Our digital society
    27 October 2020


    It could never be me

    October is Breast Cancer Awareness Month, and Nomalanga Siseko from Vodacom shares her story with us. 

    Nomalanga Sibeko is a Principal Specialist: FP & A Consumer B, Finance Planning & Analysis at Vodacom. She was diagnosed with breast cancer earlier this year at the age of 34. When we asked her if she would like to share her story with us, she gladly agreed and said that her desire and hope was that her story would enlighten others. 

    When were you diagnosed? 

    I noticed a lump in my breast around September/ October last year, which I wanted to have checked out when I went for my pap smear and yearly check-up with my gynaecologist. It wasn’t the first lump I’d had, but the other one had disappeared. This one didn’t though, so I was a little concerned, but not overly worried. As a result, I kept moving my appointment due to work commitments and motherly duties.
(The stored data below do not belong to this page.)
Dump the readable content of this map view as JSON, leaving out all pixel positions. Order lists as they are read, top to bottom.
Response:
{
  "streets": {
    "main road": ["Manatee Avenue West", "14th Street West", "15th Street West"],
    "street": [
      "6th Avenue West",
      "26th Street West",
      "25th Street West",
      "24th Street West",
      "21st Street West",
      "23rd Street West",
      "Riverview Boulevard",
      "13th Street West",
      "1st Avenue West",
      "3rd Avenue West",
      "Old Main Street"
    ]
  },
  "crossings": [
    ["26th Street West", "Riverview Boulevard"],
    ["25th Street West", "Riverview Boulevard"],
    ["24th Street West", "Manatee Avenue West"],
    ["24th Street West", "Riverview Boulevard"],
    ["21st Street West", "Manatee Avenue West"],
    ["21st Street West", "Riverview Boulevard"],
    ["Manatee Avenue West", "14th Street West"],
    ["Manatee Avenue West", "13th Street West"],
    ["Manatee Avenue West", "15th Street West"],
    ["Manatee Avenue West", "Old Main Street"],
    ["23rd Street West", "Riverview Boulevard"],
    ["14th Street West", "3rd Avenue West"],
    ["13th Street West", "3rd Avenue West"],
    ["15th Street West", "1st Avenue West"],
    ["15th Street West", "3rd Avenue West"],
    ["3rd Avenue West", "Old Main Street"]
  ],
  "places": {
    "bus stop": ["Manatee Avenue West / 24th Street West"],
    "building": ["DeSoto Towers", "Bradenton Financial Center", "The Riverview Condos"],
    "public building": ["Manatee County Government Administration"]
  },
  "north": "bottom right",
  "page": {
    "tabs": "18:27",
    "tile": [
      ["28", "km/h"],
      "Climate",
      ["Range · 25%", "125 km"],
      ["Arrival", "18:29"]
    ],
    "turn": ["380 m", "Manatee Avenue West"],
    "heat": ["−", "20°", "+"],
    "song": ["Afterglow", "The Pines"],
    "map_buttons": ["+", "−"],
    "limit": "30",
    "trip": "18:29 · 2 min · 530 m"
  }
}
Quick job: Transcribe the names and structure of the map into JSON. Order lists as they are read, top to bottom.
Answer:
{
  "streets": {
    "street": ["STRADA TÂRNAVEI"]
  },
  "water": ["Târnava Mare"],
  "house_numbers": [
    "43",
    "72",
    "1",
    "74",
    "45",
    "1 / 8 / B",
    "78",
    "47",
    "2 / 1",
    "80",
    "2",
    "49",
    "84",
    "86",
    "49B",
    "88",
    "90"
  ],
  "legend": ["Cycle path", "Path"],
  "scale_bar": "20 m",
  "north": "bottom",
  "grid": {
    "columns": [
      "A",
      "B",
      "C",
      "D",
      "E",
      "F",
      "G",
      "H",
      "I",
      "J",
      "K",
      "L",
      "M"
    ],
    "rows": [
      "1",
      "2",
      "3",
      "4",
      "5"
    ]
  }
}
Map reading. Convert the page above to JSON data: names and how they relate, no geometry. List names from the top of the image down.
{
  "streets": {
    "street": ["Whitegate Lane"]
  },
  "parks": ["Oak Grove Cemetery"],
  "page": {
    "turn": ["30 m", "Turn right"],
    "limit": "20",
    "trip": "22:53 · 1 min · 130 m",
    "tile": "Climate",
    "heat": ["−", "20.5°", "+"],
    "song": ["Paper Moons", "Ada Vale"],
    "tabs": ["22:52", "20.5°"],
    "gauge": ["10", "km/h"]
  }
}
A message that I would like to spread to everyone is that we all need to take time and pause, regardless of how hectic life may be. I eventually made it to my appointment at the end of January this year and was diagnosed on February 12th. 

    What has your treatment experience been like?

    Very different. I was not only dealing with the cancer diagnosis and subsequent treatments, but there was the Covid-19 pandemic too. So there were challenges like not having visitors when I was in the hospital for surgery. My family and friends were not able to come to visit me, and so I was alone in the treatment rooms during chemotherapy as only patients were allowed. 

    The recovery time of the initial breast surgery, which is called a bilateral mastectomy, was quite long and very painful. Added to that was the exhaustion after chemotherapy, which would last for days after. The treatment also effectively placed me in early menopause, so I have been dealing with hot flushes amid the pain. Another side effect is insomnia. In short, the treatment experience is not something I would want to repeat. I’m currently still undergoing treatment.   

    What was your perception of cancer before being diagnosed? 

    I always believed that it could never be me, especially since I do not have a family history of cancer and I’m young. Even after a close friend was diagnosed two years ago at the age of 32, it wasn’t anything I thought could happen to me.

    Why did you decide to share your story with us?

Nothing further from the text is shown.